Mr. Speaker, I am honoured to rise on behalf of the good people of Abbotsford—South Langley, whom I represent so proudly in the House.
Today I am honoured to rise on behalf of youth across this nation. Young people across Canada are sacrificing their dream of home ownership, just to make ends meet. In my hometown of Abbotsford, the number of people experiencing homelessness continues to rise every single year. Families are struggling, rent is unaffordable and the dream of owning a home feels farther out of reach than ever before. I am tired of watching the Liberal government's political theatre while Canadians suffer.
The Liberal private member's bill before us, Bill C-227, which claims to introduce a national housing strategy for youth, is yet another example of performative virtue signalling, with big promises but no real results. The bill would do nothing to address the root cause of the housing crisis. It would simply create more bureaucracy, more studies and more expensive government offices that would not put a single roof over a young Canadian's head.
Let us be clear: The housing crisis did not appear overnight. It is not a naturally developing problem. It has been created by the Liberal government's policies. Liberals inflated the housing bubble with excessive money printing and immigration, then blocked supply with taxes and red tape for builders. Building permits in Canada now take longer to approve than in any other country in the G7, stalling development and driving up costs.
On top of that, nearly 30% of the price for new homes is government taxes, fees and charges. CMHC says we need to build 480,000 homes this year to restore affordability. We are on pace to build only 212,000. The government has turned housing into a source of revenue instead of a necessity for all Canadians. That is what we call greed, and it has no place in a government that was elected to serve Canadians and not to profit from their struggles.

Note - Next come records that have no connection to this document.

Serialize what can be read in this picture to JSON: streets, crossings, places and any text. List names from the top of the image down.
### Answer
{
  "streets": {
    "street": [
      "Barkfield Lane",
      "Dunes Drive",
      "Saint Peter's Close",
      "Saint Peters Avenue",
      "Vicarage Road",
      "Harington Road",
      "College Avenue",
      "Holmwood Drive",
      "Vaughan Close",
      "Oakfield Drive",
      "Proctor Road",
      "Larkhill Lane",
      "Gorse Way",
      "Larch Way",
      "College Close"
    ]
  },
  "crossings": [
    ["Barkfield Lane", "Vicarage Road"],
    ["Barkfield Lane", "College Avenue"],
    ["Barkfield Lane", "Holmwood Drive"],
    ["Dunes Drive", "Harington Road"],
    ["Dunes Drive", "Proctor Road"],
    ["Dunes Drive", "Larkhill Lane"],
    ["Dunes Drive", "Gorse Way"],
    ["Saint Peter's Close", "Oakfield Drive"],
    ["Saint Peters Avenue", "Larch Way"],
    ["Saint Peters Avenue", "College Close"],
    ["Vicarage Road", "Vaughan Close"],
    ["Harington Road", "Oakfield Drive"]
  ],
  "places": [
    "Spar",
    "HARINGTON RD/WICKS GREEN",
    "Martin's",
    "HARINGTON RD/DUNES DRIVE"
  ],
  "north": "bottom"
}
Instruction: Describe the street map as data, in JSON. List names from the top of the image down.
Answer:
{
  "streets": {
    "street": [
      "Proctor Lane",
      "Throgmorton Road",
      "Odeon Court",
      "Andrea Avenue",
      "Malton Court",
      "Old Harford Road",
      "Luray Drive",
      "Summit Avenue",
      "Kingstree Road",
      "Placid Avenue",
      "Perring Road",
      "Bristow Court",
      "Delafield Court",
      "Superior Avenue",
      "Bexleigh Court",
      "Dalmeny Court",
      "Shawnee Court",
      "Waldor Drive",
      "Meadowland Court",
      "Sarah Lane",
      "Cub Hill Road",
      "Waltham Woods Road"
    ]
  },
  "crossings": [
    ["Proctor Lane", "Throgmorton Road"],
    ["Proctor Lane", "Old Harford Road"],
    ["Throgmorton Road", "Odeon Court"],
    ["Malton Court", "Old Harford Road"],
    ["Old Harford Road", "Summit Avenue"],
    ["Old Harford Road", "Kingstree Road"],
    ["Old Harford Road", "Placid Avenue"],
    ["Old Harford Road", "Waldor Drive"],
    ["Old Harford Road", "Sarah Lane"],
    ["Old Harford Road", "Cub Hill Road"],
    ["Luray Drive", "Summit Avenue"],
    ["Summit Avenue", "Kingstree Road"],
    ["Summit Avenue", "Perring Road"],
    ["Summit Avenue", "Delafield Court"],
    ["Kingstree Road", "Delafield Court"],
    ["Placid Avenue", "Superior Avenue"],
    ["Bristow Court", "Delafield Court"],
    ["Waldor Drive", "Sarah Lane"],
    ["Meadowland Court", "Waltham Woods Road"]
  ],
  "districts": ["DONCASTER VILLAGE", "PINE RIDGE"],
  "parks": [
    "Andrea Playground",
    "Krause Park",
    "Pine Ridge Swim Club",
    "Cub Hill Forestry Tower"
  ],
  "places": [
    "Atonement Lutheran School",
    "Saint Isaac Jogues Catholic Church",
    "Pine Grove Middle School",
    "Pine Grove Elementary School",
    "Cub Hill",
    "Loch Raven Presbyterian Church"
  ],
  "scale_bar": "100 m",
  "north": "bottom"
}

Young Canadians deserve better, and so do workers, because the crisis affects not only young families but also all workers whose livelihood depends on construction, including tradespeople and suppliers.
Housing comes down to basic economics: supply and demand. When government restricts housing development through endless red tape, and when construction is bogged down by taxes and fees, supply dries up. When supply dries up, prices skyrocket, and Canadians are the ones who end up paying the price. It is unbelievable that we are facing a shortage in a country as vast and as resource-rich as Canada. We have the land, the material and the talent, but we are missing the leadership.
While the Liberals continue with useless studies, fake announcements and photo ops, Conservatives are focused on solutions. We have introduced common-sense bills that would tackle the housing crisis at its source, yet time and time again, the Liberals have voted them down.
Conservatives have proposed to cut the GST on all new homes under $1.3 million, saving families up to $65,000; to tie federal infrastructure dollars to homebuilding, ensuring that municipalities permit at least 15% more homebuilding every year; to cut development charges by 50%, a promise the Liberal government made but failed to deliver on; and to end the capital gains tax on reinvestments in housing, unlocking billions of dollars for the homebuilding sector. These proposals are grounded in research, not rhetoric.
Nearly half of Canada's housing costs stem from restrictive land-use regulations, municipal red tape and government overreach. Homebuilding taxes alone account for one-third of the total cost of a home. Taxes and fees on housing are so high that developers struggle to make projects viable, but many are being forced to lay off skilled workers because they simply cannot afford to keep them employed.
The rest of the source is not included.